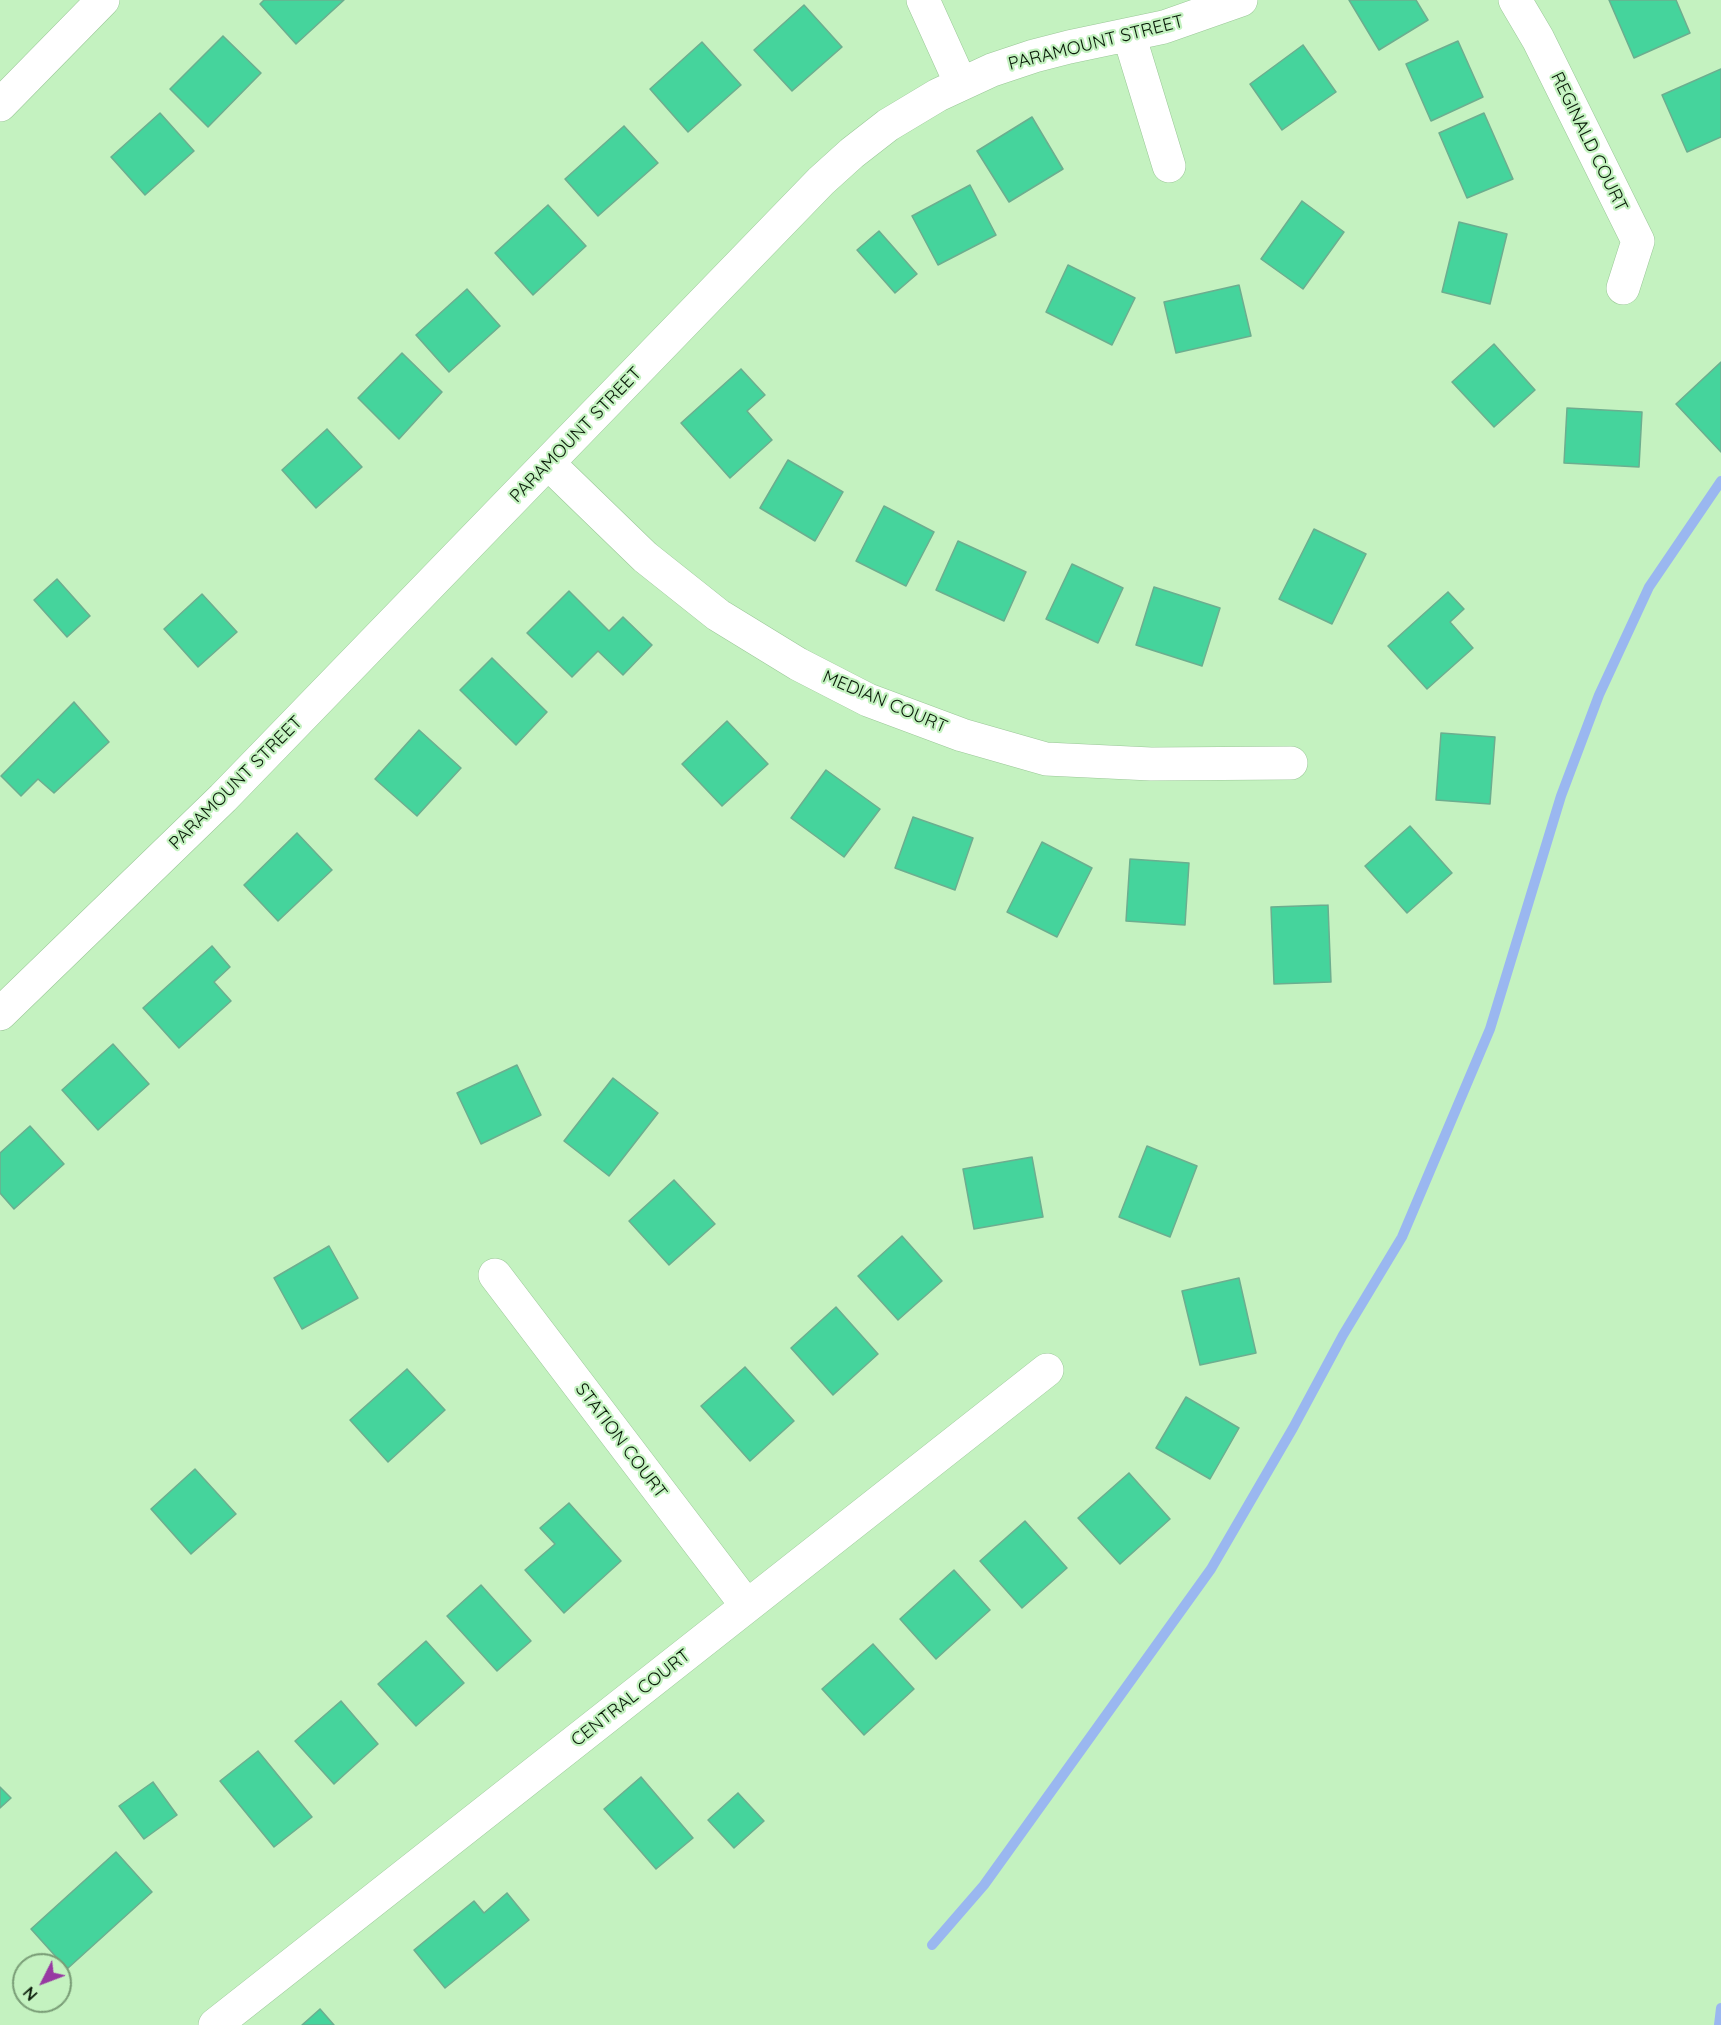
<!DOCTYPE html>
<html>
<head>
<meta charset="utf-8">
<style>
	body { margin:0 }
	#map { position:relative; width:1721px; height:2025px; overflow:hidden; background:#c4f2c0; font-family:Quicksand,sans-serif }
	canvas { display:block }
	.north { position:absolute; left:12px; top:1953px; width:60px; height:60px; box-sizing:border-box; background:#c4f2c0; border:2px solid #799c76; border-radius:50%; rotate:228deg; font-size:16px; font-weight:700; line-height:24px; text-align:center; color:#091a08 }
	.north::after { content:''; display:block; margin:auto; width:21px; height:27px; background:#9739a2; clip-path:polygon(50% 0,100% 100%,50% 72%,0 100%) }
</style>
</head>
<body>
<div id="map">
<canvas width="1721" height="2025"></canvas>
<div class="north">N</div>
</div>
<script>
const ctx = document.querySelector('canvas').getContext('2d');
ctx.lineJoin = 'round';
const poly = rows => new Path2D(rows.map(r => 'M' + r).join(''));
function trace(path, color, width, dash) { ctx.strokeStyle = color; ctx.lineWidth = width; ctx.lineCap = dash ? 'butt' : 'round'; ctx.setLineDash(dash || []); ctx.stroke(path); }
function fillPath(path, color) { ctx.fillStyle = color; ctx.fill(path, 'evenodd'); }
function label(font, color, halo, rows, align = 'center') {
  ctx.font = font + ' Quicksand,sans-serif'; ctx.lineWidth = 4.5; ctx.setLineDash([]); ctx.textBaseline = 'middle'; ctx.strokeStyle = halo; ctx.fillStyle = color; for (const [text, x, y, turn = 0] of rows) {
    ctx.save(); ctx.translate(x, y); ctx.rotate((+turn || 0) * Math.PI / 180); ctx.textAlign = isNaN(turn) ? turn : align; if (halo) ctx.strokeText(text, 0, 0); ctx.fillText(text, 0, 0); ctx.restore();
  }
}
trace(poly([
	[932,1945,984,1885,1211,1569,1293,1428,1343,1335,1402,1237,1490,1029,1561,796,1599,695,1649,587,1721,481],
	[1719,2025,1721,2008]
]), '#9ab7f0', 10);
const building = poly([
	[264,0,344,0,296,44,260,4,264,0],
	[1349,0,1416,0,1428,20,1379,50,1349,0],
	[1609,0,1676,0,1690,33,1634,58,1609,0],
	[804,5,842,47,792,91,754,50,804,5],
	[223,36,261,73,208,127,170,89,223,36],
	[1458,41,1483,97,1431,121,1406,64,1458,41],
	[702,42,741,85,688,132,650,89,702,42],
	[1303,45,1336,92,1282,130,1250,84,1303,45],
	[1721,69,1721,137,1687,152,1662,95,1721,69],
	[160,113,194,151,145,195,111,157,160,113],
	[1484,113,1513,179,1467,198,1439,133,1484,113],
	[1032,117,1063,169,1009,202,977,151,1032,117],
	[624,126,658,163,598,216,565,179,624,126],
	[970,185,996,235,938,265,912,216,970,185],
	[1302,201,1344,232,1303,289,1261,259,1302,201],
	[548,205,586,246,533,295,495,253,548,205],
	[1459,222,1507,234,1490,304,1442,292,1459,222],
	[879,231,917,274,895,293,857,250,879,231],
	[1068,265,1135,298,1112,345,1046,312,1068,265],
	[1239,285,1251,336,1176,353,1164,302,1239,285],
	[467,289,500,326,449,372,416,335,467,289],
	[1494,344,1535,390,1494,427,1452,382,1494,344],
	[402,353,442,392,399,439,358,398,402,353],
	[1721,362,1721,452,1676,404,1721,362],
	[741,369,765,395,747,411,772,440,730,478,681,423,741,369],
	[1567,408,1642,412,1639,467,1564,463,1567,408],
	[327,429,362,467,316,508,282,470,327,429],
	[788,460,843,492,815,541,760,508,788,460],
	[884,506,934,532,906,586,856,561,884,506],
	[1314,529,1366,554,1332,624,1279,599,1314,529],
	[958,541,1026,572,1004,621,936,590,958,541],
	[1072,564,1123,588,1098,643,1046,619,1072,564],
	[57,579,90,616,67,637,34,600,57,579],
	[1154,587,1220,608,1202,666,1136,645,1154,587],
	[569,591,609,631,623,617,652,645,623,675,598,651,572,677,527,633,569,591],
	[1448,592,1464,609,1450,622,1473,648,1427,689,1388,646,1448,592],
	[202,594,237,632,198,667,164,629,202,594],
	[492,658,547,712,516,745,460,690,492,658],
	[74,702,109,742,54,793,38,779,21,796,1,776,74,702],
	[727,721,768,764,722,806,682,764,727,721],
	[419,730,461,768,417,816,375,779,419,730],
	[1441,733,1495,737,1490,804,1436,800,1441,733],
	[826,770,880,809,844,857,791,818,826,770],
	[913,817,973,838,955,890,895,868,913,817],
	[1410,826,1452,873,1407,913,1365,866,1410,826],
	[297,833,332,870,278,921,244,885,297,833],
	[1042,842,1092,868,1057,937,1007,912,1042,842],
	[1130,859,1189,863,1185,925,1126,921,1130,859],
	[1328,905,1331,982,1274,984,1271,907,1328,905],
	[212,946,230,967,214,982,231,1001,179,1048,143,1008,212,946],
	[113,1044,149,1084,98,1130,62,1090,113,1044],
	[517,1065,541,1115,481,1144,457,1093,517,1065],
	[613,1078,658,1113,609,1176,564,1141,613,1078],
	[30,1126,64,1164,14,1209,0,1193,0,1153,30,1126],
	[1147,1146,1197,1166,1170,1237,1119,1217,1147,1146],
	[1032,1157,1043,1217,974,1229,963,1169,1032,1157],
	[674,1180,715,1224,669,1265,629,1221,674,1180],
	[902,1236,942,1281,898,1320,858,1276,902,1236],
	[329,1246,358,1298,302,1329,274,1278,329,1246],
	[1239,1278,1256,1353,1200,1365,1182,1291,1239,1278],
	[836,1307,878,1354,833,1395,791,1348,836,1307],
	[745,1367,794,1421,750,1461,701,1406,745,1367],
	[407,1369,445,1410,388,1462,350,1420,407,1369],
	[1186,1397,1239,1428,1210,1479,1156,1448,1186,1397],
	[195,1469,236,1514,191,1554,151,1509,195,1469],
	[1129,1473,1170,1519,1120,1564,1078,1518,1129,1473],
	[569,1503,621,1561,564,1613,525,1570,555,1544,540,1528,569,1503],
	[1025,1521,1067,1568,1022,1608,980,1561,1025,1521],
	[954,1570,990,1610,936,1659,900,1619,954,1570],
	[481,1585,531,1641,497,1671,447,1616,481,1585],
	[426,1641,464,1683,416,1726,378,1684,426,1641],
	[873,1644,914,1689,864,1735,822,1689,873,1644],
	[341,1701,378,1744,334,1784,295,1741,341,1701],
	[258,1751,312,1817,274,1847,220,1781,258,1751],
	[641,1777,693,1838,656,1869,604,1809,641,1777],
	[153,1782,177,1815,144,1839,119,1806,153,1782],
	[0,1787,11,1798,0,1808,0,1787],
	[738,1793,764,1821,734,1848,708,1820,738,1793],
	[116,1852,152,1892,67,1969,31,1929,116,1852],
	[507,1893,529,1920,445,1988,414,1950,474,1901,484,1913,507,1893],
	[320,2009,334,2025,302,2025,320,2009]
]);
fillPath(building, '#45d49c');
trace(building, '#6cae8f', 1.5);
const minor = poly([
	[923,0,961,84],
	[1515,0,1538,39,1638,241,1623,288],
	[1129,35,1169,166],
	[0,105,103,0],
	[548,463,645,557,718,615,798,664,868,700,962,735,1046,759,1151,764,1291,763],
	[0,1014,223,798,821,181,852,153,888,125,938,95,992,70,1034,56,1069,47,1164,27,1241,0],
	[495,1275,747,1606],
	[215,2025,1047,1370]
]);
trace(minor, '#9ac797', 34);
trace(minor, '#fff', 33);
label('18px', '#091a08', '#c4f2c0', [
	["PARAMOUNT STREET",1096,43,-14],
	["REGINALD COURT",1589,142,64],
	["PARAMOUNT STREET",576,435,-46],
	["MEDIAN COURT",885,702,23],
	["PARAMOUNT STREET",236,783,-45],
	["STATION COURT",621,1441,53],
	["CENTRAL COURT",631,1698,-38]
]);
</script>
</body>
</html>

§ **About this task**: The expected result is every line from the material above that includes "center".

§ **Your solution**:
	.north { position:absolute; left:12px; top:1953px; width:60px; height:60px; box-sizing:border-box; background:#c4f2c0; border:2px solid #799c76; border-radius:50%; rotate:228deg; font-size:16px; font-weight:700; line-height:24px; text-align:center; color:#091a08 }
function label(font, color, halo, rows, align = 'center') {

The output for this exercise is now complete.